Still, any person accessing inside information due to a professional relationship with the issuer, that has been informed by the issuer about getting access to a piece of inside information and has shared that information with other persons should keep an insider list.

It is concluded that the reference to “persons acting on behalf or on the account of the issuer” (MAR Article 18) could be complemented by a reference to external service providers, with the addition of “or otherwise performing tasks for the issuer, through which they got access to a piece of inside information and shared it with other persons”. That reference could be completed with a recital clarifying that such a reference encompasses the performance of any professional services for the issuer, directly or indirectly or for persons acting on its behalf or on its account, including the activities performed by auditors, notaries and the other categories mentioned above.

Permanent insider section of the insider list

The permanent insider section of the insider list is merely an option, not an obligation. If used, it should only include a limited group of individuals and should under no circumstances substitute the event-based insider list.

Insider lists admin reduction for issuers

It is allowed to store personal data separately.

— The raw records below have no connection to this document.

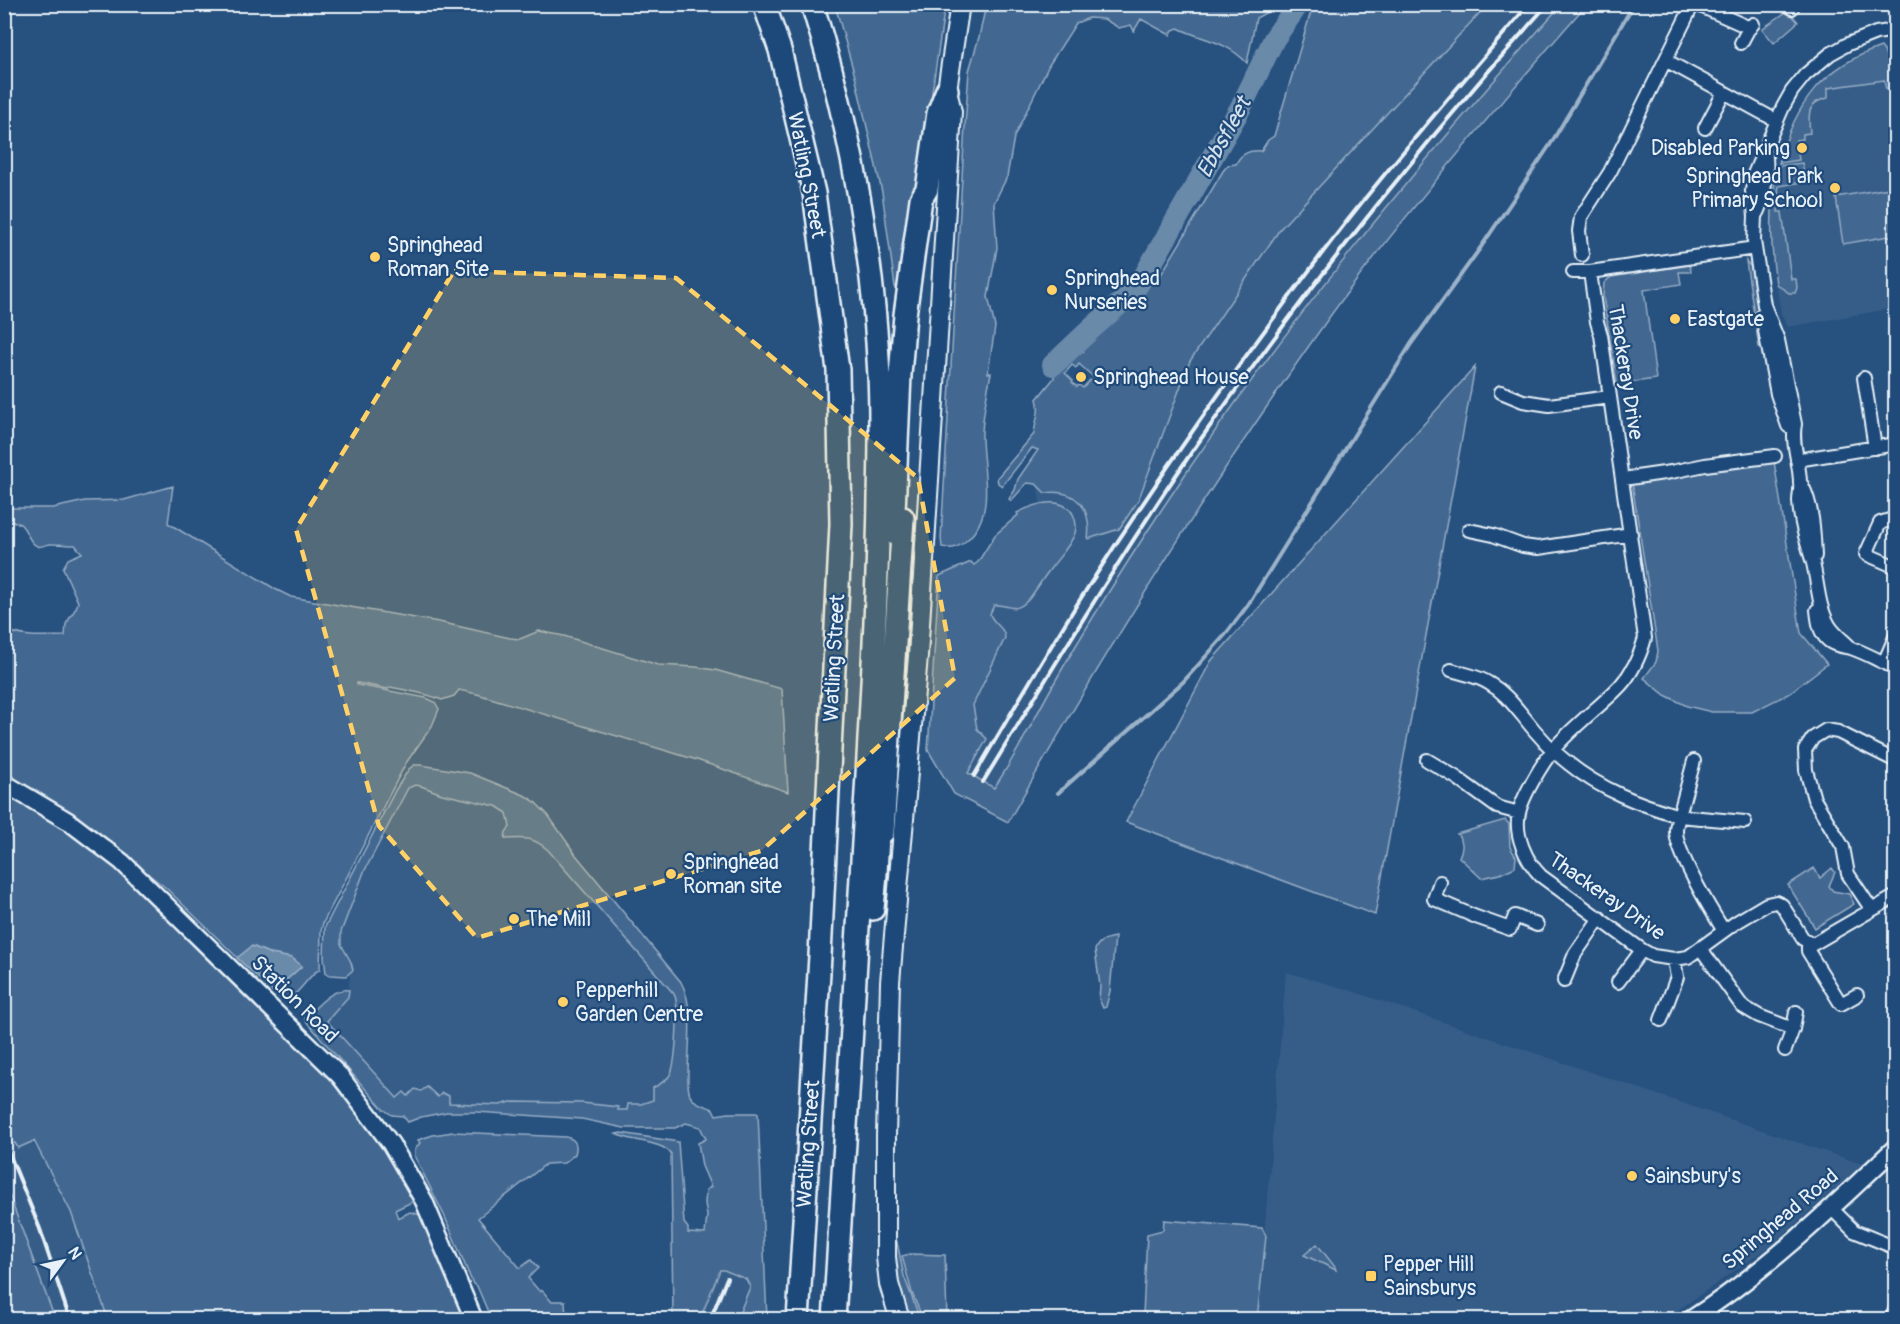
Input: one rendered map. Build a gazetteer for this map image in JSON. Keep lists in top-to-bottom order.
{
  "streets": {
    "highway": ["Watling Street"],
    "main road": ["Station Road", "Springhead Road"],
    "street": ["Thackeray Drive"]
  },
  "water": ["Ebbsfleet"],
  "places": {
    "other": [
      "Disabled Parking",
      "Springhead Park Primary School",
      "Springhead Roman Site",
      "Springhead Nurseries",
      "Eastgate",
      "Springhead House",
      "Springhead Roman site",
      "The Mill",
      "Pepperhill Garden Centre",
      "Sainsbury's"
    ],
    "transit": ["Pepper Hill Sainsburys"]
  },
  "north": "top right"
}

Issuers have the capacity to determine the means or the format used to store the data as long as they can immediately generate the insider list according to the legal requirements when requested by the NCA. For clarity, the MAR Article 18 words “in writing” are replaced by “in a durable medium”.

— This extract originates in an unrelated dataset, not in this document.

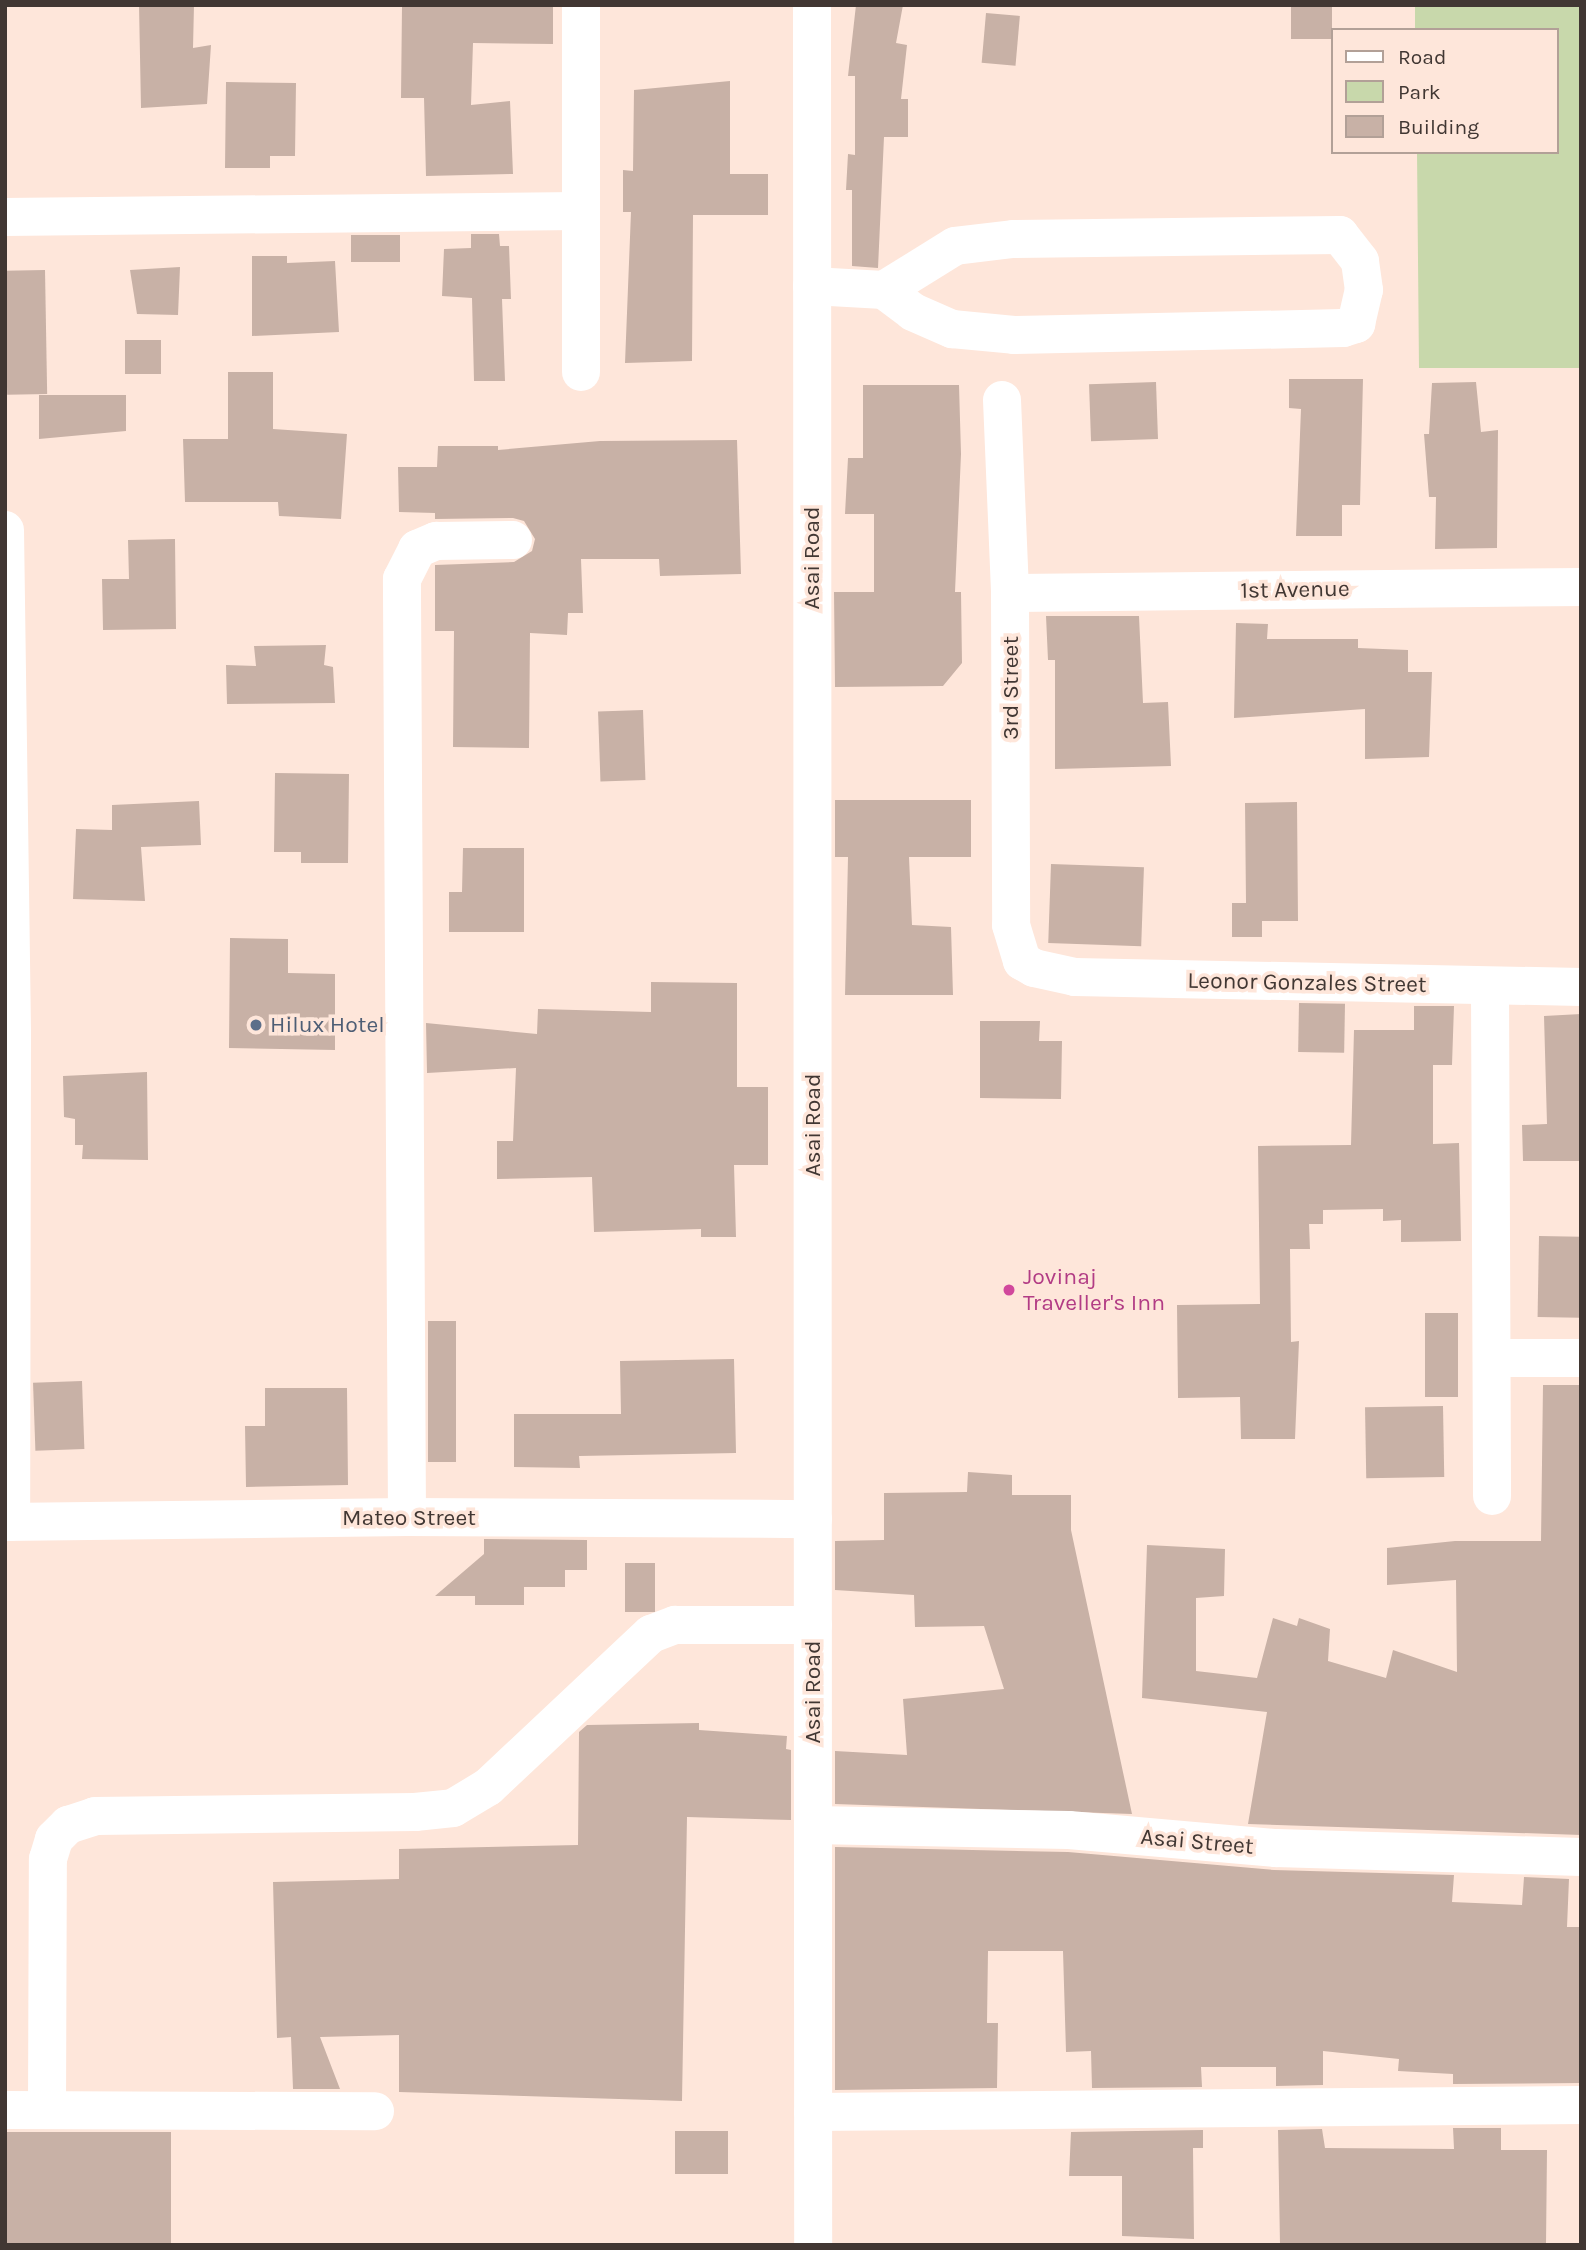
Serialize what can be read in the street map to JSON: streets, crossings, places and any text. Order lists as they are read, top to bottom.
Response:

Issuers and agents (and, in due course, providers) should request, in a durable medium, the acknowledgment of their legal and regulatory duties from the persons included in the insider lists. Persons included in the insider list should have the obligation to acknowledge immediately, in a durable medium, their legal and regulatory duties.

The time horizon for an issuer to update its insider list should be very limited, i.e. simultaneous to the identification of a piece of inside information as such. Notably, template 1 of Annex I of Commission Implementing Regulation (EU) 2016/347 already specifies that the date and time of creation of a section of the insider list corresponds to the date and time when the inside information was identified. There is no difference between the issuer and its external service providers and agents in the sense that they should all draw up and update their respective insider lists ‘promptly’. The only difference between them should be a practical one. This, since the obligation of the agents (and, in due course, providers) should be triggered, at the latest, by the issuer’s notification about the qualification of a piece of information as inside information.

Next steps

This ESMA MAR Review final report was initially due for delivery in spring of 2020. It was however postponed due to work-stream reprioritisation stemming from the Covid-19 pandemic. The report is per late September indicated to be submitted to the EC and is expected to feed into their review of MAR. ESMA will provide further technical assistance to develop the legislative amendments suggested in the report and further guidance in particular in relation to the application of the definition and for specific scenarios concerning delayed disclosure. The final report is the detailed basis for the coming MAR amendments. It is hence important to already now absorb its content and ESMA’s recommendations. This in order to assess whether any of those probable amendments will affect existing operations and take necessary measures.

ESMA is notably also (in line with the SME Growth Market Regulation mandate) drafting regulatory technical standards and implementing technical standards on liquidity contracts and insider lists. ESMA has thereby issued a 6 May 2020 consultation paper.

Finally, the high-level forum on the Capital Markets Union, which issued its 10 June 2020 final report. That entailed some important MAR amendments recommendations.

Logwise is closely monitoring the developments, in particular regarding the fact that ESMA clearly acknowledged the need for certain additional clarifications and guidelines.